● Activity: Begin with the line containing "Quick job: Give" and reproduce it and all later lines exactly, through the last line of the records. Add nothing else.
#### Record extracts ####
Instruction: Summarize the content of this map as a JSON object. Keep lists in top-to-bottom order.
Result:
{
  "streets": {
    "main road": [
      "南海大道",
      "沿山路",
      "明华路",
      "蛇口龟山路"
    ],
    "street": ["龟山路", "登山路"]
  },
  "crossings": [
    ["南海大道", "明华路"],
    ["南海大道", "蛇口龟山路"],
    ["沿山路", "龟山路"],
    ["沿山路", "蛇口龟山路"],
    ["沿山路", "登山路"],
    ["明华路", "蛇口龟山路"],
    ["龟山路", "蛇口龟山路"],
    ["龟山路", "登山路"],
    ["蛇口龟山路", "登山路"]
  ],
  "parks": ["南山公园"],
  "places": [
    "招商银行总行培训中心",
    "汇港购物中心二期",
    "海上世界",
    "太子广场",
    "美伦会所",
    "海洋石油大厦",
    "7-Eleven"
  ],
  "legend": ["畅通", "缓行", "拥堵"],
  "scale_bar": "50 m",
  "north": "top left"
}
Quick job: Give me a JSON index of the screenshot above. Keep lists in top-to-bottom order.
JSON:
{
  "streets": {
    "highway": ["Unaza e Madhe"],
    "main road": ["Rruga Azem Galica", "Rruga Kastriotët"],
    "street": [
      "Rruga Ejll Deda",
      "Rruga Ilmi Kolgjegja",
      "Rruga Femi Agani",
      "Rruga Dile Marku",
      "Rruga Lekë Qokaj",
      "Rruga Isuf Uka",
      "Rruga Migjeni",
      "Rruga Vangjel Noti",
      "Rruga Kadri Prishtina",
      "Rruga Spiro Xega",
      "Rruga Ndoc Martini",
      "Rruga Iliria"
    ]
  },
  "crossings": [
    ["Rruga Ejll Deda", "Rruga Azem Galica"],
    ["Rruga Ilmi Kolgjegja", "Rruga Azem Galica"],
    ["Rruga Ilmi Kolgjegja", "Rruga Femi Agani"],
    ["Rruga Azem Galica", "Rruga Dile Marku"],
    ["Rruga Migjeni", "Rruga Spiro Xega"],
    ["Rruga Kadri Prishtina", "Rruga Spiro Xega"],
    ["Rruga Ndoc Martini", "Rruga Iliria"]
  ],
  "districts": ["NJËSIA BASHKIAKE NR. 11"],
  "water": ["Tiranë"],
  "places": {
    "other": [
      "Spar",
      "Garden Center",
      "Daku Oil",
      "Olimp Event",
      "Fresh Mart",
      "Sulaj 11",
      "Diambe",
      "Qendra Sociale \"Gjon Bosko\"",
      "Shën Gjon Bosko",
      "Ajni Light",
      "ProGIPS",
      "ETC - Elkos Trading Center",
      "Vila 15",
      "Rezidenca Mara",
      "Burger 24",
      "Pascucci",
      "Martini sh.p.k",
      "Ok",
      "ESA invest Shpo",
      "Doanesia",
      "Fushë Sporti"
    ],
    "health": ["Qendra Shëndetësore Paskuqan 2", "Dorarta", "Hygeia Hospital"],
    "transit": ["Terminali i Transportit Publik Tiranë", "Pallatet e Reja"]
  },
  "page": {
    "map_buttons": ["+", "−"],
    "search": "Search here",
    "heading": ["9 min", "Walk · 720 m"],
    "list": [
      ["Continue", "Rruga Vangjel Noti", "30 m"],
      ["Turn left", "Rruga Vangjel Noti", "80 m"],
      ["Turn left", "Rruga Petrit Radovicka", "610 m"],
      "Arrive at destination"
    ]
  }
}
####
● Response to this task:
Quick job: Give me a JSON index of the screenshot above. Keep lists in top-to-bottom order.
JSON:
{
  "streets": {
    "highway": ["Unaza e Madhe"],
    "main road": ["Rruga Azem Galica", "Rruga Kastriotët"],
    "street": [
      "Rruga Ejll Deda",
      "Rruga Ilmi Kolgjegja",
      "Rruga Femi Agani",
      "Rruga Dile Marku",
      "Rruga Lekë Qokaj",
      "Rruga Isuf Uka",
      "Rruga Migjeni",
      "Rruga Vangjel Noti",
      "Rruga Kadri Prishtina",
      "Rruga Spiro Xega",
      "Rruga Ndoc Martini",
      "Rruga Iliria"
    ]
  },
  "crossings": [
    ["Rruga Ejll Deda", "Rruga Azem Galica"],
    ["Rruga Ilmi Kolgjegja", "Rruga Azem Galica"],
    ["Rruga Ilmi Kolgjegja", "Rruga Femi Agani"],
    ["Rruga Azem Galica", "Rruga Dile Marku"],
    ["Rruga Migjeni", "Rruga Spiro Xega"],
    ["Rruga Kadri Prishtina", "Rruga Spiro Xega"],
    ["Rruga Ndoc Martini", "Rruga Iliria"]
  ],
  "districts": ["NJËSIA BASHKIAKE NR. 11"],
  "water": ["Tiranë"],
  "places": {
    "other": [
      "Spar",
      "Garden Center",
      "Daku Oil",
      "Olimp Event",
      "Fresh Mart",
      "Sulaj 11",
      "Diambe",
      "Qendra Sociale \"Gjon Bosko\"",
      "Shën Gjon Bosko",
      "Ajni Light",
      "ProGIPS",
      "ETC - Elkos Trading Center",
      "Vila 15",
      "Rezidenca Mara",
      "Burger 24",
      "Pascucci",
      "Martini sh.p.k",
      "Ok",
      "ESA invest Shpo",
      "Doanesia",
      "Fushë Sporti"
    ],
    "health": ["Qendra Shëndetësore Paskuqan 2", "Dorarta", "Hygeia Hospital"],
    "transit": ["Terminali i Transportit Publik Tiranë", "Pallatet e Reja"]
  },
  "page": {
    "map_buttons": ["+", "−"],
    "search": "Search here",
    "heading": ["9 min", "Walk · 720 m"],
    "list": [
      ["Continue", "Rruga Vangjel Noti", "30 m"],
      ["Turn left", "Rruga Vangjel Noti", "80 m"],
      ["Turn left", "Rruga Petrit Radovicka", "610 m"],
      "Arrive at destination"
    ]
  }
}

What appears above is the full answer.